Probing Synergistic High-Order Interaction for Multi-Modal Image Fusion

Multi-modal image fusion aims to generate a fused image by integrating and distinguishing the cross-modality complementary information from multiple source images. While the cross-attention mechanism with global spatial interactions appears promising, it only captures second-order spatial interactions, neglecting higher-order interactions in both spatial and channel dimensions. This limitation hampers the exploitation of synergies between multi-modalities.

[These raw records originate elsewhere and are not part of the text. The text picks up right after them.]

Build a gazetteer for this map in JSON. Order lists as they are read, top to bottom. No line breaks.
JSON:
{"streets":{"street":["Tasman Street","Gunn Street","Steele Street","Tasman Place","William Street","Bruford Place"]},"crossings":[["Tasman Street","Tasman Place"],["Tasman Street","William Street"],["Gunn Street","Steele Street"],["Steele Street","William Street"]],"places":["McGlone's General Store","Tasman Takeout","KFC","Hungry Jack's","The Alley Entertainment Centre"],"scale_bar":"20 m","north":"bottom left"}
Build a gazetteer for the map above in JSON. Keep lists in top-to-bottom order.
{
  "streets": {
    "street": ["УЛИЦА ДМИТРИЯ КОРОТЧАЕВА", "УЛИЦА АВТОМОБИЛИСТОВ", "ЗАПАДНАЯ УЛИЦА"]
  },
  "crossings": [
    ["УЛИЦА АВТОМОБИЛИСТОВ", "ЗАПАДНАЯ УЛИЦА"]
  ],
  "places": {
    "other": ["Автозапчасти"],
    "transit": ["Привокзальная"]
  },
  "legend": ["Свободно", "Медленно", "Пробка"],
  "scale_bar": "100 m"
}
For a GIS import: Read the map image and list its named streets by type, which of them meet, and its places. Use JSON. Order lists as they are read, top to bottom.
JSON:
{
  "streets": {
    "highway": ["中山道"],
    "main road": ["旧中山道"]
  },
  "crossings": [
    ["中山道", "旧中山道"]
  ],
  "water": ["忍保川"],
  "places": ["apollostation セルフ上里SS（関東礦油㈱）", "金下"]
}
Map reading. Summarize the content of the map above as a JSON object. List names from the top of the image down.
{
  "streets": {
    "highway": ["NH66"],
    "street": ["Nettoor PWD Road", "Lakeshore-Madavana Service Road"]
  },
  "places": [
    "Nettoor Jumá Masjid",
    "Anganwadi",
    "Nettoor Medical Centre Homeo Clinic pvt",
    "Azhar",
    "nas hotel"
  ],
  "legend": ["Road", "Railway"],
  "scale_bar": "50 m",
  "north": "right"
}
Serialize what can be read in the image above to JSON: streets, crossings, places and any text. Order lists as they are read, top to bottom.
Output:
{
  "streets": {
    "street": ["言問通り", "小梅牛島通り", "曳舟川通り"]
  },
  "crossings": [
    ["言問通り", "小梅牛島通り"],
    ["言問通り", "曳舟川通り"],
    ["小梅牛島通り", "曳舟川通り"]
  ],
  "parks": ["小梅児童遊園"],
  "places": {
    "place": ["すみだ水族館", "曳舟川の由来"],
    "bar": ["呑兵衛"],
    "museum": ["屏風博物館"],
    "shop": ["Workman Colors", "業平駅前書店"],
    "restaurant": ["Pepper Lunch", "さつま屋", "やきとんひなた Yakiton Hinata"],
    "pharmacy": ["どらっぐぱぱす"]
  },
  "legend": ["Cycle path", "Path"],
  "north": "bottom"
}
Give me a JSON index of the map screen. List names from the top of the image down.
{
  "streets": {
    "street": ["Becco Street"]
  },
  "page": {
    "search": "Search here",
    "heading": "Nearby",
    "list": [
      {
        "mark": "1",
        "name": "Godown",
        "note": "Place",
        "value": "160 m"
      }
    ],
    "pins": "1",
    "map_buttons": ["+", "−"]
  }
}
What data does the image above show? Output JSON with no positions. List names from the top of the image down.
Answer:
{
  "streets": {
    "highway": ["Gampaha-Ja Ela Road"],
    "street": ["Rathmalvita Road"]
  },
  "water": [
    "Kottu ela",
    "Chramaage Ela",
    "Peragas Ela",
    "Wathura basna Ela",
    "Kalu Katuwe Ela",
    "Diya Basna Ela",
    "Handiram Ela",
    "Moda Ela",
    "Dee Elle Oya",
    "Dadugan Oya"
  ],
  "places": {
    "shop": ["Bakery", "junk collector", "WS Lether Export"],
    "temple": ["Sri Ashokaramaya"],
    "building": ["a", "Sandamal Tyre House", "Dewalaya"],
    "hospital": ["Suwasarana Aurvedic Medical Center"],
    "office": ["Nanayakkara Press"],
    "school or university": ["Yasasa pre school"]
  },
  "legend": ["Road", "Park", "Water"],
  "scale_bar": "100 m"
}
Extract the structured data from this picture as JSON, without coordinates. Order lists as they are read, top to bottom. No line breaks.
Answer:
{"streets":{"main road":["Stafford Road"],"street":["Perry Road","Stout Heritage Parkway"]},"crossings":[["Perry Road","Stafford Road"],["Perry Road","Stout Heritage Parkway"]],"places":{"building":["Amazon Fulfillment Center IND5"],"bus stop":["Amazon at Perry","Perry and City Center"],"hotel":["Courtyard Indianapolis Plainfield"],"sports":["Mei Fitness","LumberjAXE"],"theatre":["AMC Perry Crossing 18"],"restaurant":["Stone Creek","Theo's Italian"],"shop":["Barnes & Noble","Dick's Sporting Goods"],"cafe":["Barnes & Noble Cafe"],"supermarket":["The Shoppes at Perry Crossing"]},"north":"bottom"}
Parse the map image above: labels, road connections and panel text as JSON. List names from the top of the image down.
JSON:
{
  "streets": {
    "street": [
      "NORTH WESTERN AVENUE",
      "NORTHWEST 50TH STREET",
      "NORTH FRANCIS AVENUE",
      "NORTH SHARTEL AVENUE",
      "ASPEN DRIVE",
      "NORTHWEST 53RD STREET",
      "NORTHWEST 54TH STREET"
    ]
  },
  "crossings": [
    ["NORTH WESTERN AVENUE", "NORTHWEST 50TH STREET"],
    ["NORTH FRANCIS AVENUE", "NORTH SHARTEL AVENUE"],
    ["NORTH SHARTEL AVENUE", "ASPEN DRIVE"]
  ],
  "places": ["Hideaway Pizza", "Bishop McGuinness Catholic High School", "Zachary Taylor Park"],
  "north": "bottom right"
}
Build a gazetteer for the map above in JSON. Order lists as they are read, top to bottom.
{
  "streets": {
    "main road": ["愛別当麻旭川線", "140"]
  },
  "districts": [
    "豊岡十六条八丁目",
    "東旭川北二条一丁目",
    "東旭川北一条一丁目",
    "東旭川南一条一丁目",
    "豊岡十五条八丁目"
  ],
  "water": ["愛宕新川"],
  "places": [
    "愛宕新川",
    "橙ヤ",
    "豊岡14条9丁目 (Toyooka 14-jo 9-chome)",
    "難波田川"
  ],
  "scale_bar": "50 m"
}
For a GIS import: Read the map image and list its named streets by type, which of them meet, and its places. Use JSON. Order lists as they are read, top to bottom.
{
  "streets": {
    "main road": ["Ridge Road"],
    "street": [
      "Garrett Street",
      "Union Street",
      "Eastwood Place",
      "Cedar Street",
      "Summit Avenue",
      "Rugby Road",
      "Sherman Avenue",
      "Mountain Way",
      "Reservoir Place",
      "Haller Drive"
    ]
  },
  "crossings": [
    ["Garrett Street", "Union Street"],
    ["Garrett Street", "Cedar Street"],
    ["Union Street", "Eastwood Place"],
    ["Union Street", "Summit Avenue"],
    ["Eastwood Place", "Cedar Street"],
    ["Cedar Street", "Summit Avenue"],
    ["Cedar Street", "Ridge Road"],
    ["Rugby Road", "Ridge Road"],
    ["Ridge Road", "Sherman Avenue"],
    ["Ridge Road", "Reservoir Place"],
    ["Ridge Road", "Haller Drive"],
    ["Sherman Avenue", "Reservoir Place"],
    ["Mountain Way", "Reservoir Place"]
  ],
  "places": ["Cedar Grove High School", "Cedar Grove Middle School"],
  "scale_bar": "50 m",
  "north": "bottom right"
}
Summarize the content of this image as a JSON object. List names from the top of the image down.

To bridge this gap, we introduce a Synergistic High-order Interaction Paradigm (SHIP), designed to systematically investigate spatial fine-grained and global statistics collaborations between the multi-modal images across two fundamental dimensions: 1) Spatial dimension: we construct spatial fine-grained interactions through element-wise multiplication, mathematically equivalent to global interactions, and then foster high-order formats by iteratively aggregating and evolving complementary information, enhancing both efficiency and flexibility. 2) Channel dimension: expanding on channel interactions with first-order statistics (mean), we devise high-order channel interactions to facilitate the discernment of inter-dependencies between source images based on global statistics. We further introduce an enhanced version of the SHIP model, called SHIP++ that enhances the cross-modality information interaction representation by the cross-order attention evolving mechanism, cross-order information integration, and residual information memorizing mechanism. Harnessing high-order interactions significantly enhances our model's ability to exploit multi-modal synergies, leading in superior performance over state-of-the-art alternatives, as shown through comprehensive experiments across various benchmarks in two significant multi-modal image fusion tasks: pan-sharpening, and infrared and visible image fusion.